Dans le colectivo qui nous ramène vers Cuzco, nous longeons sur plusieurs dizaines de kilomètres d'impressionnants précipices sur une route de terre, surplombée par de raides talus de terre et de blocs en équilibre. Tout le long les ouvriers s'affairent. La caravane de minibus transportant des touristes de retour à Cuzco crée un panache de poussière qui descend la vallée. Profitant d'une grève du train qui dessert le Macchu Picchu à Agua Calientes, les agences de bus locales ont affrété des dizaines de véhicules pour ramener le flot de touristes, en profitant de la demande et de l'absence d'alternatives pour doubler les prix. Pour sept heures de trajet, nous payons cent soles au lieu de cinquante. Soit vingt-cinq euros par personne. Une française anti-capitaliste à bord s'en offusque, blâmant les Péruviens de tirer avantage de notre situation, "regarde, ils ont même le regard mesquin". D'autres aspects chez les locaux touchant parfois selon moi à l'irrespect m'ont aussi contrarié, mais dans ce cas là, qui sommes nous pour donner des leçons de morale ? Nous même profitons bien de notre pouvoir d'achat d'occidental dans un pays moins développé, devrait-on gagner à chaque coup ? On ne peut pas avoir le beurre et l'argent du beurre, il faut parfois accepter de payer. Dans ce monde où il faut se battre, les vendeurs à la sauvette de place pour Cuzco sont des requins, et jouent leur rôle parfaitement, à fond.
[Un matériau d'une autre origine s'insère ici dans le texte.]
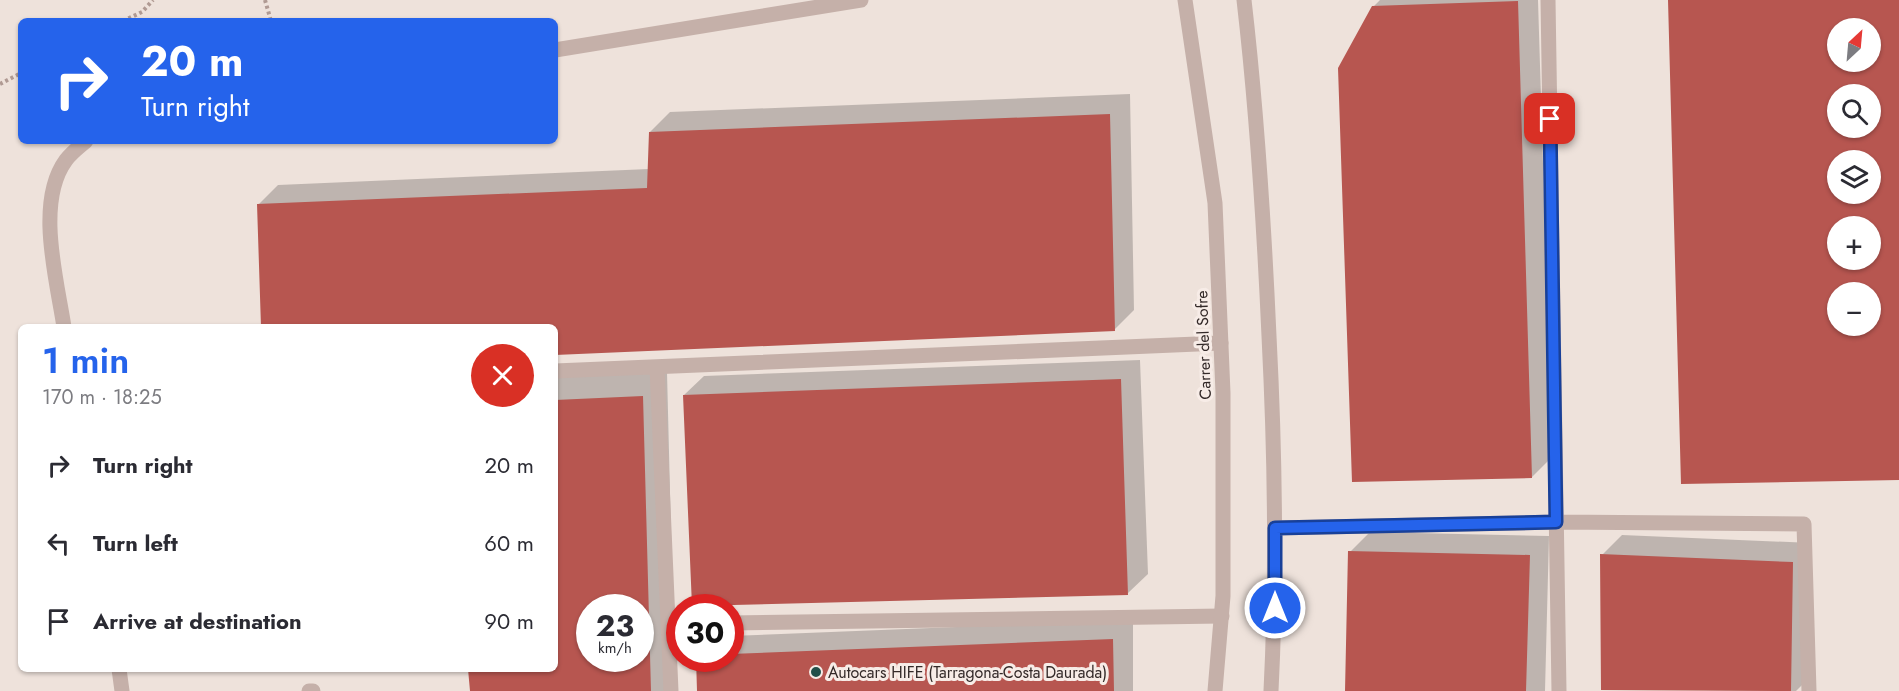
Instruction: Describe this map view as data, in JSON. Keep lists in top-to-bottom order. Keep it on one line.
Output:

Ce retour dans un lieu de tourisme de masse où l'on se doit de cocher la "to do list" pour rentrer satisfait est brutal. L'air ébahi de nos compagnons de voyage lorsque nous leur expliquons que nous ne sommes pas montés au Macchu Picchu nous confirme dans notre choix de trek. En choisissant cet itinéraire, nous sommes volontairement sortis des sentiers battus et y avons trouvé ce que nous cherchions. De la difficulté, de l'isolement, de la découverte, de l'authenticité. Contrairement à ce que le mini-bus devant nous affiche sur sa vitre arrière "the journey is the destination" (le voyage est la destination), nous pensons que le voyage est le chemin.